Task brief:
The answer must be every line of the records below that contains the word "labels", copied out.

The input:
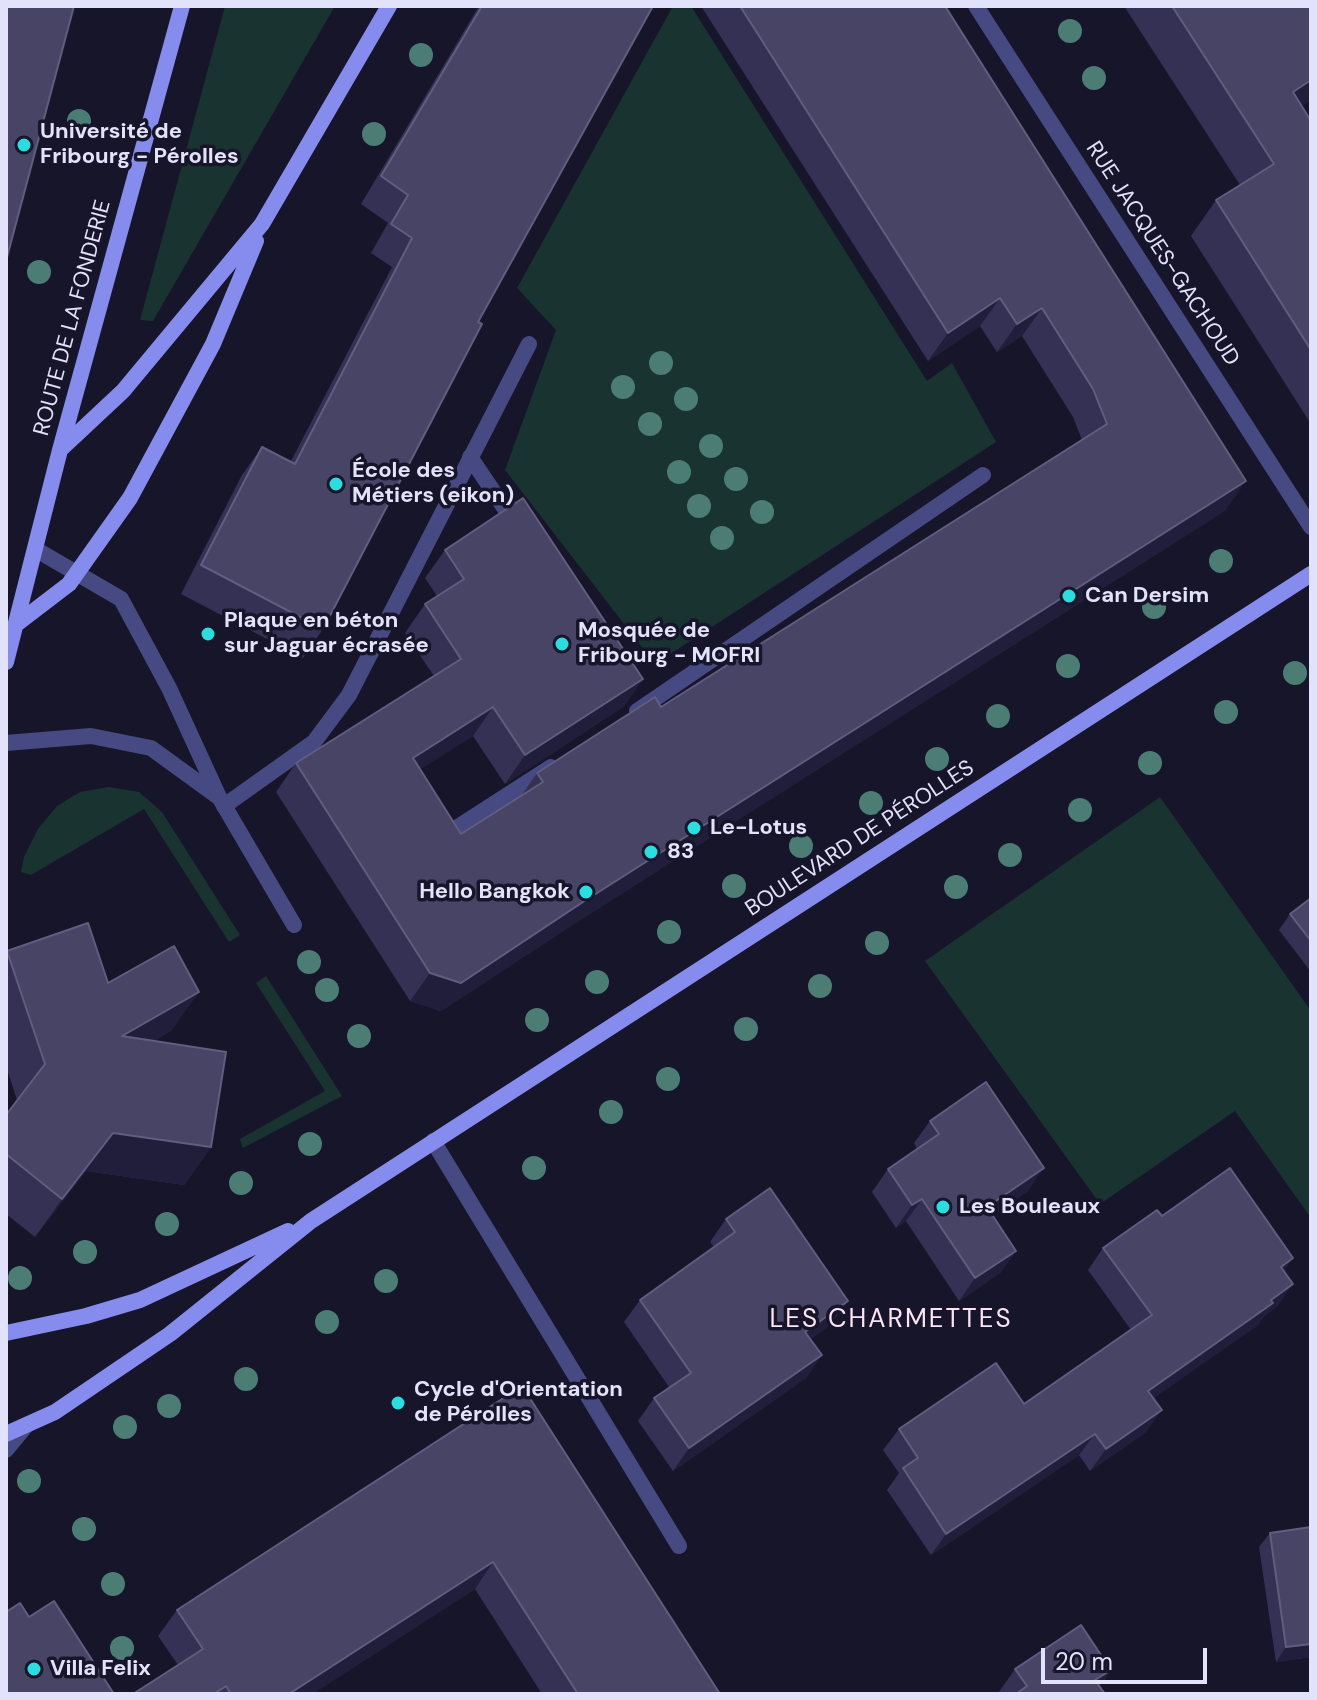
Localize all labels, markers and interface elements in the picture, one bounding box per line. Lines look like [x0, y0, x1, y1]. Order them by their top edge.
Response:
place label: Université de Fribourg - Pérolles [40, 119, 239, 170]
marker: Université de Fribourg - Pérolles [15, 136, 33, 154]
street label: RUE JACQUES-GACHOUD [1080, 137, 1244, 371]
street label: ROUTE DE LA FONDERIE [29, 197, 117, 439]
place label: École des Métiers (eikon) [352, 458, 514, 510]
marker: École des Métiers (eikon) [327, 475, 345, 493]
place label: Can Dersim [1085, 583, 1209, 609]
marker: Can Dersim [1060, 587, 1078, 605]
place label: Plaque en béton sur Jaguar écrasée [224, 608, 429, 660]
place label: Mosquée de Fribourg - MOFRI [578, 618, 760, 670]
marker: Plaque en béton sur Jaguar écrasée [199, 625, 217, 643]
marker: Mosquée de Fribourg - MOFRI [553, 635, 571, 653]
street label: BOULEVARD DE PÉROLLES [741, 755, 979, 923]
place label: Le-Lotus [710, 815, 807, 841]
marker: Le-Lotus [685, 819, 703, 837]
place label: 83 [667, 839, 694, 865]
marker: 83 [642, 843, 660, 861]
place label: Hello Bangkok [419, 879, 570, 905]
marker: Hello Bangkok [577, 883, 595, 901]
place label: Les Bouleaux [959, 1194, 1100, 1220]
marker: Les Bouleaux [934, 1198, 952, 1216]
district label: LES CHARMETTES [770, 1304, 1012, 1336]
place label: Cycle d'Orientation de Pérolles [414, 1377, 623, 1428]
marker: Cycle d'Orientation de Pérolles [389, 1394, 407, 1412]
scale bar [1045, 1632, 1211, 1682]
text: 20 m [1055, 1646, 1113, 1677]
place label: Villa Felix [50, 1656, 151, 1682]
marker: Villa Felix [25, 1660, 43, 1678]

--

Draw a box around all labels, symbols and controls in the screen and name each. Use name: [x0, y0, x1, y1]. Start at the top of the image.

Answer space:
Localize all labels, markers and interface elements in the picture, one bounding box per line. Lines look like [x0, y0, x1, y1]. Order them by their top edge.
Draw a box around all labels, symbols and controls in the screen and name each. Use name: [x0, y0, x1, y1]. Start at the top of the image.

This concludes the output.